In altre parole, sono dei vigliacchi!”

 

Orazio Guglielmini

 

In un paese dove i cittadini sono informati, rispettati, illuminati, emancipati culturalmente e politicamente; dove hanno un senso critico, civico; sanno, conoscono, capiscono quello che devono e non devono fare; sono coscienti che con il loro voto possono migliorare o peggiorare la sorte del loro paese e della loro vita, in un tal paese, oltre a capire che “andare a votare” è un dovere, i cittadini sono anche desiderosi e contenti di “andare alle urne” per scegliere il candidato o i candidati che guideranno per un tot numero di anni il destino del loro paese. Questo va benissimo. Però, nel nostro paese, sia i nostri cittadini che i nostri politici, sono a questo livello di cultura politica e sociale?

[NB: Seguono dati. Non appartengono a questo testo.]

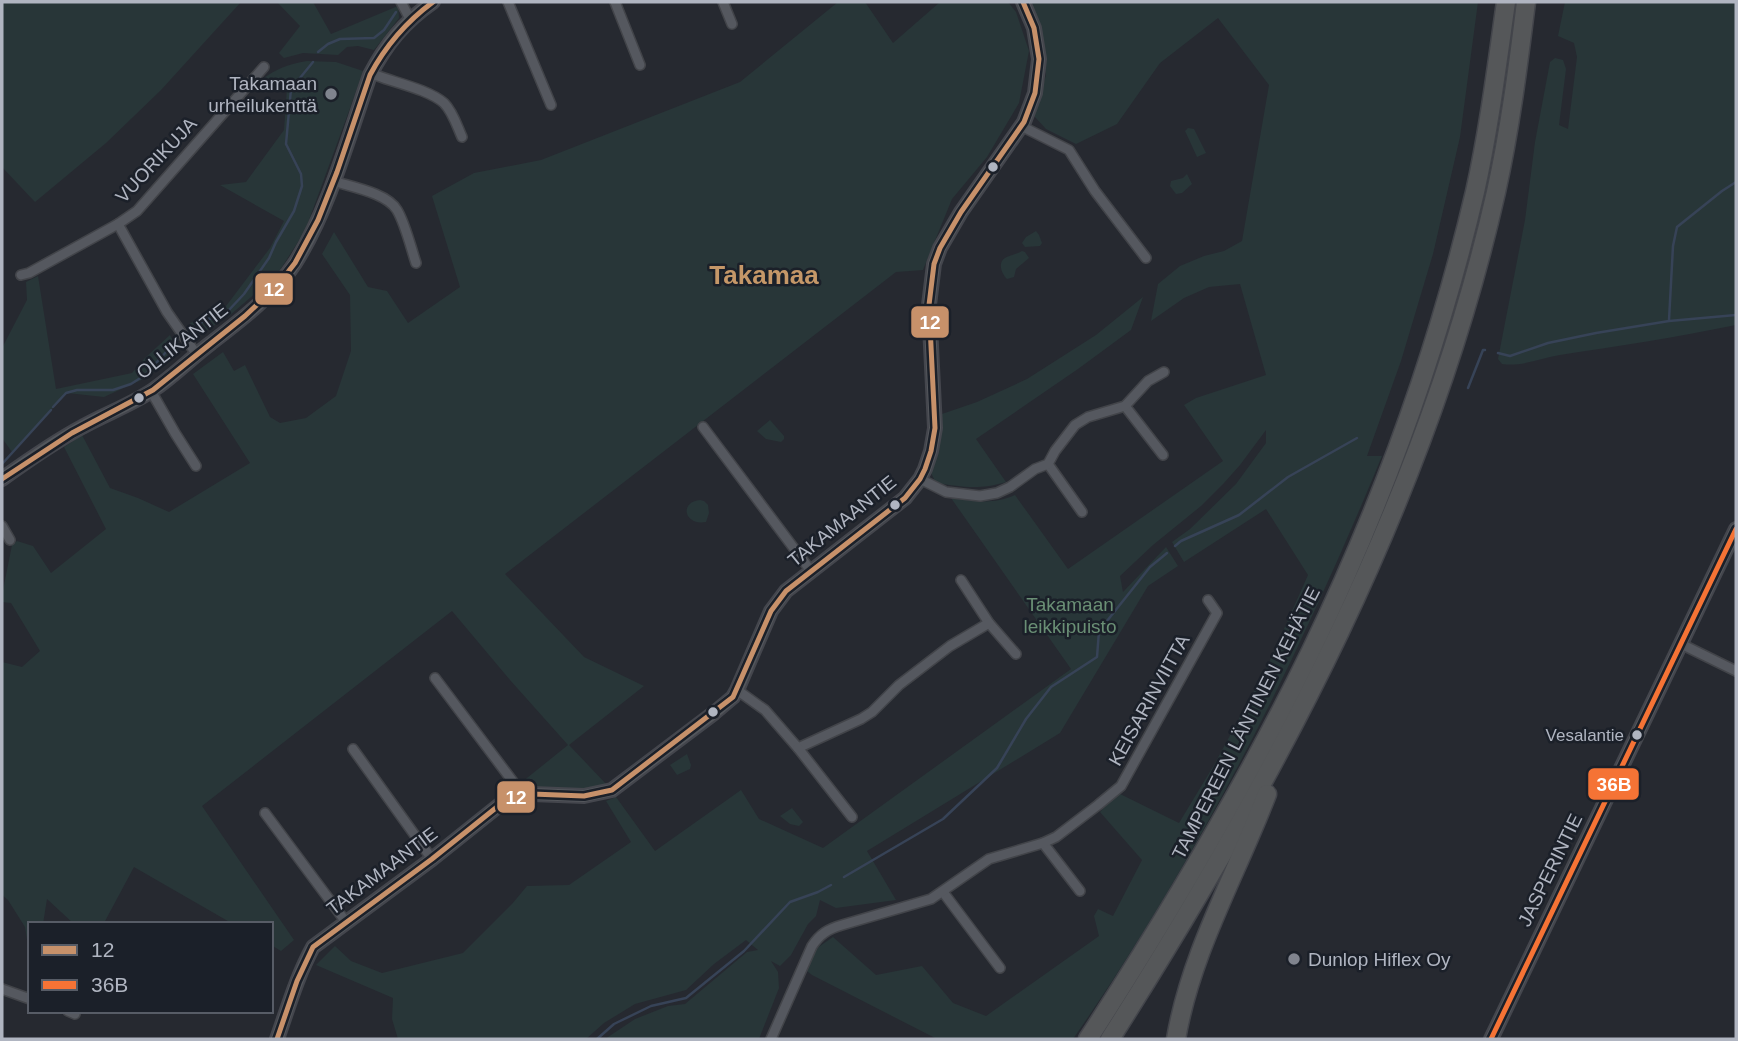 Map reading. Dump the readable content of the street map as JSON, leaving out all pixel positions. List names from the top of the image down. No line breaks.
{"streets":{"highway":["TAMPEREEN LÄNTINEN KEHÄTIE"],"street":["VUORIKUJA","OLLIKANTIE","TAKAMAANTIE","KEISARINVIITTA","JASPERINTIE"]},"districts":["Takamaa"],"parks":["Takamaan leikkipuisto"],"places":["Takamaan urheilukenttä","Vesalantie","Dunlop Hiflex Oy"],"lines":["transit line 12","transit line 36B"],"legend":["12","36B"]}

Lasciamo perdere se il popolo sia preparato per andare alle urne o meno, e prendiamo in esame coloro che il popolo “deve” (non esattamente, però…) votare, i gestori della res publica, i politici. Questi signori sono preparati, obiettivamente e democraticamente preparati per questo compito? Ne siamo sicuri? L’esperienza che fa il popolo dopo le elezioni non lo dimostra. Per il popolo, infatti, l’esperienza non cambia: chiunque manda al potere, comunisti, democristiani, liberali, chiunque, il risultato è lo stesso. In un modo o in un altro, dopo ogni elezione, lui si troverà sempre più povero e i suoi sfruttatori sempre più ricchi. Sì, lo so, so che in politica tutto è normale, però è questo tipo di “normalità” che noi, noi del popolo, vogliamo?

Entriamo adesso nella testa dei nostri signori politici e vediamo quali sono i loro obiettivi quando arrivano al potere. Eccone alcuni:

Per il classico politico italiano, la prima cosa che fa una volta al potere (in realtà non ha neppure bisogno di fare, il Sistema glielo permette!), è di riempirsi le tasche.

La seconda è di aiutare la sua famiglia.

La terza di rimangiarsi tutto quello che aveva promesso durante la campagna elettorale.

La quarta è di aiutare i suoi amici e quelli del suo partito.

La quinta di restare al suo posto in parlamento a qualunque costo e sforzo vita natural durante.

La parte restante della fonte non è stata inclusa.